Hatte die Mannschaft dazugelernt, würde sie nun ein Mittel gegen das zermürbende Tiki-taka finden? Ottmar Hitzfeld, der einzige Trainer, der es bei dieser WM gefunden hatte (mit der Schweiz), machte seinen Landsleuten Mut: "Ich glaube, dass das Spiel der Spanier der deutschen Mannschaft liegt."

82 Millionen wollten das glauben, aber sie wurden alle enttäuscht. Was England und Argentinien zuließen, war mit den Spaniern nicht zu machen. Für Kombinationswirbel braucht man den Ball, aber den geben spanische Mannschaften der Neuzeit nur äußerst ungern her. Durban sah im Grunde eine Kopie des Wiener Finales: Spanien dominierte, Deutschland war buchstäblich ohne (Tor-)Chance. Da die Spanier sich aber am eigenen Spiel zu berauschen pflegen und den Ball ins Tor tragen wollten, kam es zu einem Spiel fast ohne Höhepunkte. Im Pausen-Interview sagte Co-Trainer Hans-Dieter Flick: "Wir haben der Mannschaft gesagt, dass das zu ängstlich war, jetzt müssen mehr Offensivaktionen kommen."

Viel änderte sich nicht, und doch war das 1:0 plötzlich möglich, als Joker Toni Kroos, der Müller-Ersatz Piotr Trochowski nach einer Stunde ablöste, eine Podolski-Flanke freistehend aufnahm. Sein Volleyschuss aber war kein Problem für Casillas. Vier Minuten danach rächte sich die vergebene Großchance. Nach einer Ecke rammte Abwehrchef Puyol den Ball mit dem Kopf ins deutsche Tor. 17 Minuten waren noch Zeit, aber alle spürten: Das war es. Es blieb beim 1:0, es gab nicht mal mehr eine kleine Ausgleichschance. Der "Guardiola-Style", der heute die Bundesliga dominiert, prägte auch dieses Halbfinale. "Der Barcelona-Block um Iniesta beherrschte das Spiel.

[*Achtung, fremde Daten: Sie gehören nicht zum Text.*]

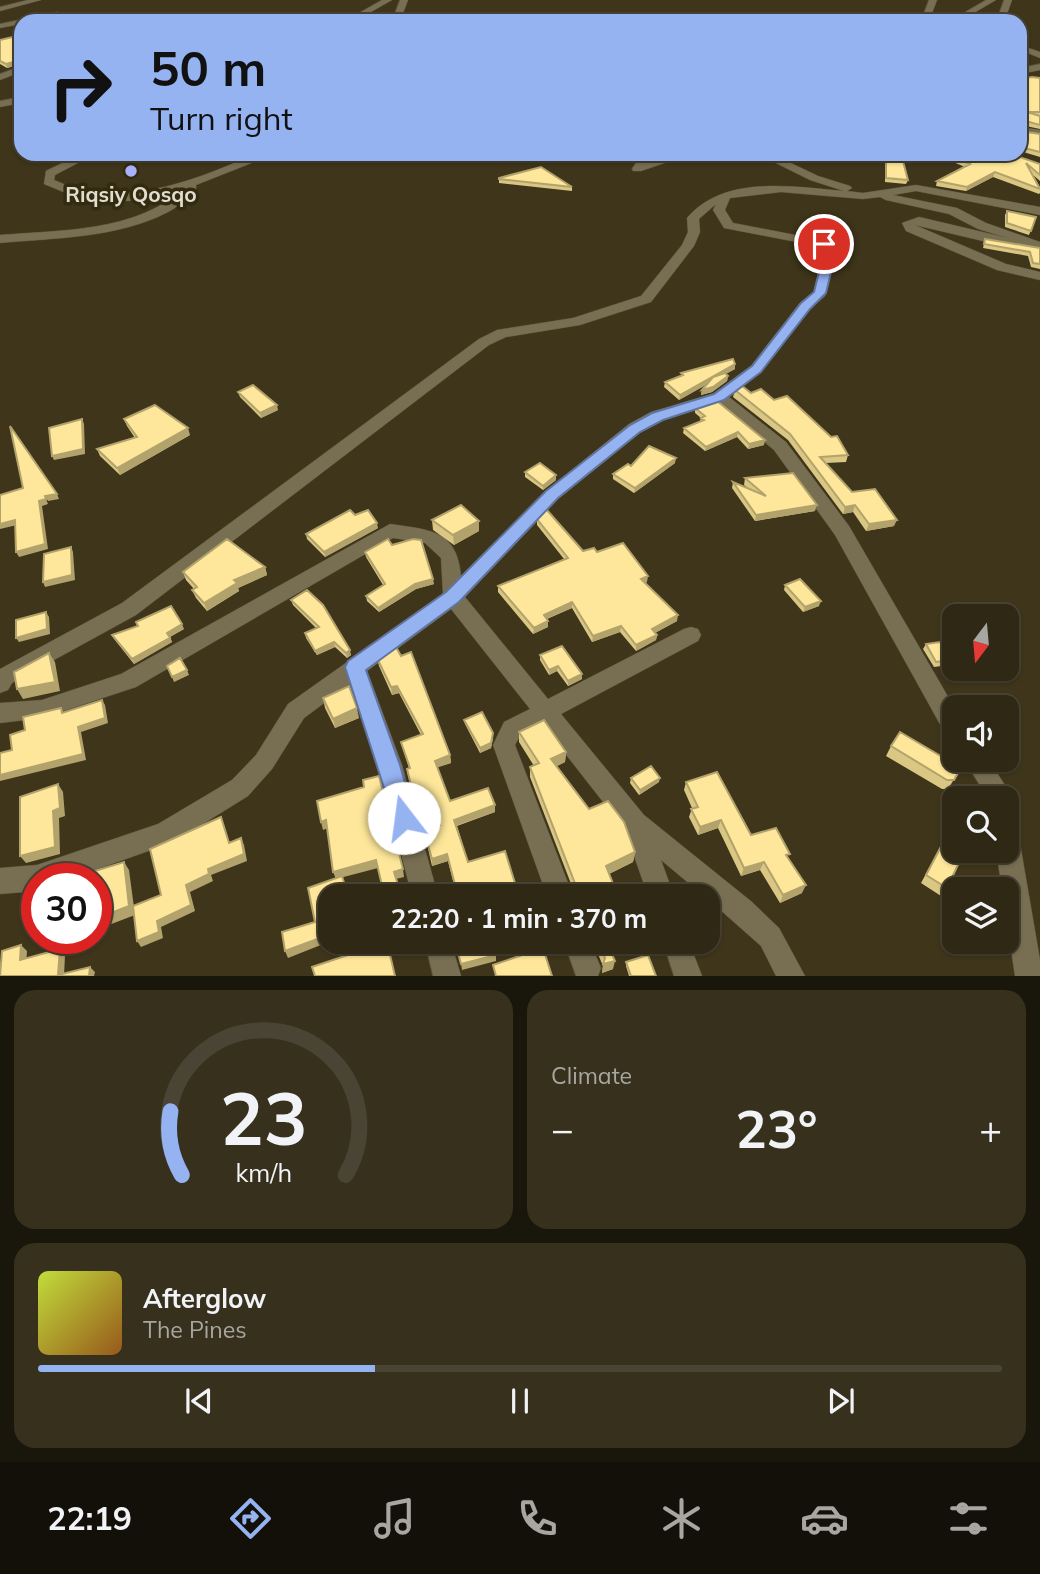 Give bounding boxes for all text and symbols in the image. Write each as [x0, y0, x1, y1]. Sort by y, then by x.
text: 50 m [150, 37, 266, 98]
icon: right [35, 42, 126, 133]
text: Turn right [150, 98, 293, 138]
marker: Riqsiy Qosqo [123, 163, 139, 179]
place label: Riqsiy Qosqo [65, 181, 197, 207]
pin [794, 214, 854, 274]
icon: arrive [805, 225, 843, 263]
north arrow [942, 604, 1018, 681]
map controls [942, 604, 1019, 954]
button: sound [942, 695, 1019, 772]
position arrow [367, 781, 441, 855]
button: search [942, 786, 1019, 863]
speed limit sign: 30 [21, 863, 112, 954]
button: layers [942, 877, 1019, 954]
text: 22:20 · 1 min · 370 m [391, 902, 647, 935]
text: Climate [551, 1061, 632, 1090]
text: 23 [220, 1073, 307, 1164]
text: 23° [735, 1096, 818, 1161]
text: − [551, 1105, 574, 1153]
text: + [979, 1105, 1002, 1153]
text: km/h [235, 1157, 292, 1188]
text: Afterglow [143, 1282, 266, 1315]
text: The Pines [143, 1315, 247, 1344]
icon: previous [180, 1382, 218, 1420]
icon: pause [501, 1382, 539, 1420]
icon: next [822, 1382, 860, 1420]
icon: directions [226, 1494, 275, 1543]
icon: music [370, 1494, 419, 1543]
icon: phone [513, 1494, 562, 1543]
icon: climate [657, 1494, 706, 1543]
icon: car [800, 1494, 849, 1543]
icon: filters [944, 1494, 993, 1543]
text: 22:19 [47, 1498, 132, 1538] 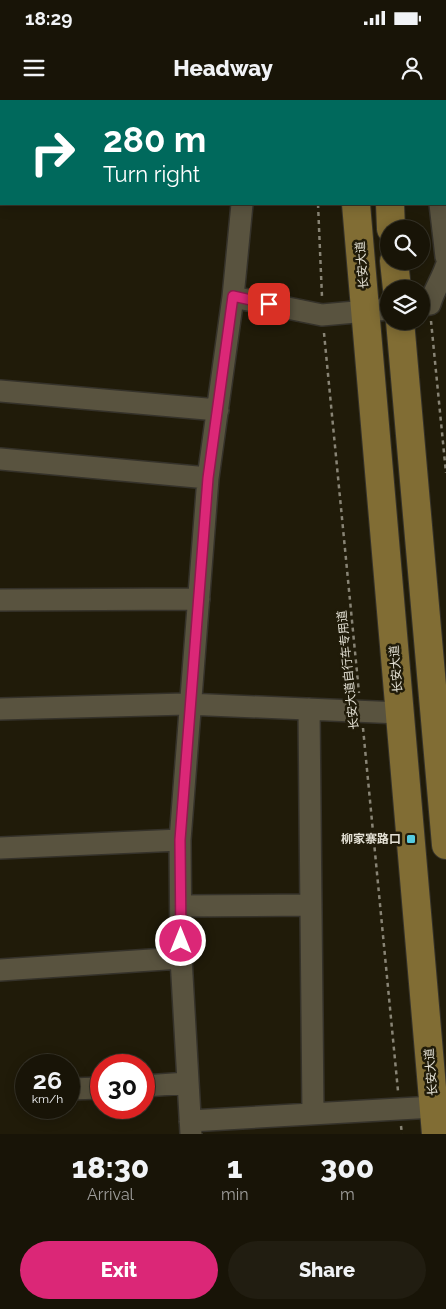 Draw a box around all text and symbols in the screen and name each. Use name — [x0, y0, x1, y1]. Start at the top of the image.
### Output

Beeindruckend wie der Ball zirkulierte", analysierte Bild.

Die Verlierer waren vor den Mikrofonen den Tränen nahe. Joachim Löw fand ehrliche Worte: "Ich glaube, die Spanier gewinnen das Turnier. Sie sind spielerisch so gut, dass sie uns an die Grenzen gebracht haben. Es ist schade, traurig. Die Mannschaft kann spielerisch viel mehr, als sie heute gezeigt hat." Doch eine WM erlaubt ab dem K.o.-Modus keine Ausrutscher mehr. Für Deutschland ging es nun wie 2006, 1970 und 1934 um Platz drei.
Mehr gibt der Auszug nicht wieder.